REQUIREMENT: Copy each line below that contains "Keep".

SOURCE MATERIAL:
⟨
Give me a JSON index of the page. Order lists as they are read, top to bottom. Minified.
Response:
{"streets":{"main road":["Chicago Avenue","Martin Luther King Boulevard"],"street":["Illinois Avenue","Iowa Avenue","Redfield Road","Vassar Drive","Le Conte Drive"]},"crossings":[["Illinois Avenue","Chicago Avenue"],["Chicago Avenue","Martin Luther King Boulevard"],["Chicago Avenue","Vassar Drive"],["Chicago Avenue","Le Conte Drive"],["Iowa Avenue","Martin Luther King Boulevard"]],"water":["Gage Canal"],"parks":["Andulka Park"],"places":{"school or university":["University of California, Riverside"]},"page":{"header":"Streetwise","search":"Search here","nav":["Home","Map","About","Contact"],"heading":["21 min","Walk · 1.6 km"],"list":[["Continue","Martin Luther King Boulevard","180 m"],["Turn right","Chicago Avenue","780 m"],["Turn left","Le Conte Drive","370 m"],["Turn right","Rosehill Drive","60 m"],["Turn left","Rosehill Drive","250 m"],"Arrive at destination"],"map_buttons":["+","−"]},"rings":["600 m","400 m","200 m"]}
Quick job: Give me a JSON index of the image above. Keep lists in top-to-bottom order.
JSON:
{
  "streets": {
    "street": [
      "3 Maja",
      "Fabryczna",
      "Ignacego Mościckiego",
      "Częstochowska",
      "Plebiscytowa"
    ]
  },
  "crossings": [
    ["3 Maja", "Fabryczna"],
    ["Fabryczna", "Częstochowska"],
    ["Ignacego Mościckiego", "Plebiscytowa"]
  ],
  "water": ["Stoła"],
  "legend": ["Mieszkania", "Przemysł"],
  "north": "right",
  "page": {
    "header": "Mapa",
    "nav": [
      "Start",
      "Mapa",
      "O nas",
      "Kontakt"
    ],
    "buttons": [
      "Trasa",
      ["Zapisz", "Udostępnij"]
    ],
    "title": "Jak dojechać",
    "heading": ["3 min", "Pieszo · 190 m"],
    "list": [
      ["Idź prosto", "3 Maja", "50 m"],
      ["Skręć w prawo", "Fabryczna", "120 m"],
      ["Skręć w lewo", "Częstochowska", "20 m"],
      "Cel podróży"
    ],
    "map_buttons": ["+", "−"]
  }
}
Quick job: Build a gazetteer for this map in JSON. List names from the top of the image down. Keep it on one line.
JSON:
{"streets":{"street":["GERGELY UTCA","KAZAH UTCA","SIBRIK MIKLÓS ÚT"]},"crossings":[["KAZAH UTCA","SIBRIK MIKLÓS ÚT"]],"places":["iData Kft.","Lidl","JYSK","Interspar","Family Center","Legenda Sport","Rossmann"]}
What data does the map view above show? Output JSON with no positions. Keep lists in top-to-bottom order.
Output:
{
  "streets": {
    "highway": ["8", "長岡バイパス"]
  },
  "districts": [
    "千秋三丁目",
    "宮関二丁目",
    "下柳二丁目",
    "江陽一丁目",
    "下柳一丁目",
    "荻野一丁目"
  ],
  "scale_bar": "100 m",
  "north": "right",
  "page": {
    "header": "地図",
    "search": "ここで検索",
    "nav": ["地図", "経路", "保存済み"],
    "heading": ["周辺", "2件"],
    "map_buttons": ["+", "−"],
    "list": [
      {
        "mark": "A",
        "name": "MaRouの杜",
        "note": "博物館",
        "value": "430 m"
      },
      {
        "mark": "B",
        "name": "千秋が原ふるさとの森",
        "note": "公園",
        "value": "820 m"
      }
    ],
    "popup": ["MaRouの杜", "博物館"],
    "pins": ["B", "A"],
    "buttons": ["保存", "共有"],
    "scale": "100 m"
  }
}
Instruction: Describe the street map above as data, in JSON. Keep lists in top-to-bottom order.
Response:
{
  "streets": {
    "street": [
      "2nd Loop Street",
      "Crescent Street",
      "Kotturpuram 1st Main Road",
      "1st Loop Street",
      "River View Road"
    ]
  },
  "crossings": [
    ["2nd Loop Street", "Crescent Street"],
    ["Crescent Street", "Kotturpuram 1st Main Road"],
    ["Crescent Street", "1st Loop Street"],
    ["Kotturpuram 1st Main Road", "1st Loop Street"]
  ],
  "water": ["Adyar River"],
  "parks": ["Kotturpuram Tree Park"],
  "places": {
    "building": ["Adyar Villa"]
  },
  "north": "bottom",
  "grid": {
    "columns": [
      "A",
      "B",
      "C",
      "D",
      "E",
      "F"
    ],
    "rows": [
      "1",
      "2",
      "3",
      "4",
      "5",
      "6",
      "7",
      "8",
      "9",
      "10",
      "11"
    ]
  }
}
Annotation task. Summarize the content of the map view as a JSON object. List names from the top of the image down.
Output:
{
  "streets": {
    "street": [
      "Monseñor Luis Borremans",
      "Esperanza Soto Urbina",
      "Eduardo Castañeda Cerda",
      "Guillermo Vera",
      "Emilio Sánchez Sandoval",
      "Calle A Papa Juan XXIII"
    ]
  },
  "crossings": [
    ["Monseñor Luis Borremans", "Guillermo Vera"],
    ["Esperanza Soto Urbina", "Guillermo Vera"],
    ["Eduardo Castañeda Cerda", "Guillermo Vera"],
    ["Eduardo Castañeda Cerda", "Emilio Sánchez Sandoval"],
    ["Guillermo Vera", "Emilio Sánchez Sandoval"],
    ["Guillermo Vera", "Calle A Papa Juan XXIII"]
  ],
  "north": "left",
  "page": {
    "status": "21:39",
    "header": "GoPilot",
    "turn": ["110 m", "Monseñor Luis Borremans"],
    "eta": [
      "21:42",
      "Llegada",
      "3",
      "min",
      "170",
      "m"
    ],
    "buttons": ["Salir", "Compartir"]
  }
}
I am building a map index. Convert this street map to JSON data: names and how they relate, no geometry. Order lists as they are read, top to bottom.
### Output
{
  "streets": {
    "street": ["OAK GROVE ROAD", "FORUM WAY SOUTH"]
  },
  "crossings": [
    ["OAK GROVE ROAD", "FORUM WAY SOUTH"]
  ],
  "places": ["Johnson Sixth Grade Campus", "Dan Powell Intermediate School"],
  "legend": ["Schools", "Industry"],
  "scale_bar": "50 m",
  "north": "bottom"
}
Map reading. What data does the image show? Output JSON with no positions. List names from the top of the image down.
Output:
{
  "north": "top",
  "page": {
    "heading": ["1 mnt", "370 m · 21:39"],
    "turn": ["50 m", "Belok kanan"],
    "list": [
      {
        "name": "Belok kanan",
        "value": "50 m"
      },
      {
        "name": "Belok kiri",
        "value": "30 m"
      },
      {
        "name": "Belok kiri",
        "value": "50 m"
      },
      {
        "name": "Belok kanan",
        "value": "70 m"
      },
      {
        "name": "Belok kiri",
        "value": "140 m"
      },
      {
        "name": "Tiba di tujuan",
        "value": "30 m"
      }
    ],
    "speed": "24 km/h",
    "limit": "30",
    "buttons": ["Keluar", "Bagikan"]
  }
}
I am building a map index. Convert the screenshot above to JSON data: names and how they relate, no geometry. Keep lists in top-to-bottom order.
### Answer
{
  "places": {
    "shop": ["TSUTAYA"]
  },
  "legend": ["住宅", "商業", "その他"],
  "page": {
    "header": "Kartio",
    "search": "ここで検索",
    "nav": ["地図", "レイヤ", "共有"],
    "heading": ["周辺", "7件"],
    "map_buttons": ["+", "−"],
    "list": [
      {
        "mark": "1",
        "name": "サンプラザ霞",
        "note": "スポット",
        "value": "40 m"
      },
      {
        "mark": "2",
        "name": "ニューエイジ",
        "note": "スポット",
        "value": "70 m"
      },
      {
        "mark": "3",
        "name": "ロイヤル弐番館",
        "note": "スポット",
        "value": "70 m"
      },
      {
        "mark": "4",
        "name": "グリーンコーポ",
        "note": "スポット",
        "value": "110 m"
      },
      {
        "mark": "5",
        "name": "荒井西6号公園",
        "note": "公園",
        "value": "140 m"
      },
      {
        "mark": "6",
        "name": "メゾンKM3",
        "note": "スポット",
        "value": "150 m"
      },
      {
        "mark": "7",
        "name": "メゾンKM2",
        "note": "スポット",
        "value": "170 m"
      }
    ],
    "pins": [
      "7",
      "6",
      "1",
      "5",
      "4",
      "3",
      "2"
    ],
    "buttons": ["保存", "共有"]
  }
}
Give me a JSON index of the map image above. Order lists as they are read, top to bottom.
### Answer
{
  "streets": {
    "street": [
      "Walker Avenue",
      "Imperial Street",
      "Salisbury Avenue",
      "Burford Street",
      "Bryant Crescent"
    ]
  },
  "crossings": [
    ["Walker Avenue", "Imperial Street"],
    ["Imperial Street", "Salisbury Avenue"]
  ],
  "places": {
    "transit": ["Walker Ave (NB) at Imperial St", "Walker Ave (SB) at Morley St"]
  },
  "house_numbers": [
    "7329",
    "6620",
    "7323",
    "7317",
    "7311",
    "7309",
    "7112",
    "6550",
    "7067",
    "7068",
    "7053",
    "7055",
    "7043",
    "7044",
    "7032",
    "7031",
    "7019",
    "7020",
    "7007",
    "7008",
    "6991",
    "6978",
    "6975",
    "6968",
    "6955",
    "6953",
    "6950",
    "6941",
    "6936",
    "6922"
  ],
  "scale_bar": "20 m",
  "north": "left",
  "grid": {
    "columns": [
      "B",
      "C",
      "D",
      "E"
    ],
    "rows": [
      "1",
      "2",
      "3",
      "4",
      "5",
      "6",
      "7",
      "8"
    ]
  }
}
⟩
YOUR RESPONSE:
Quick job: Give me a JSON index of the image above. Keep lists in top-to-bottom order.
Quick job: Build a gazetteer for this map in JSON. List names from the top of the image down. Keep it on one line.
What data does the map view above show? Output JSON with no positions. Keep lists in top-to-bottom order.
Instruction: Describe the street map above as data, in JSON. Keep lists in top-to-bottom order.
I am building a map index. Convert the screenshot above to JSON data: names and how they relate, no geometry. Keep lists in top-to-bottom order.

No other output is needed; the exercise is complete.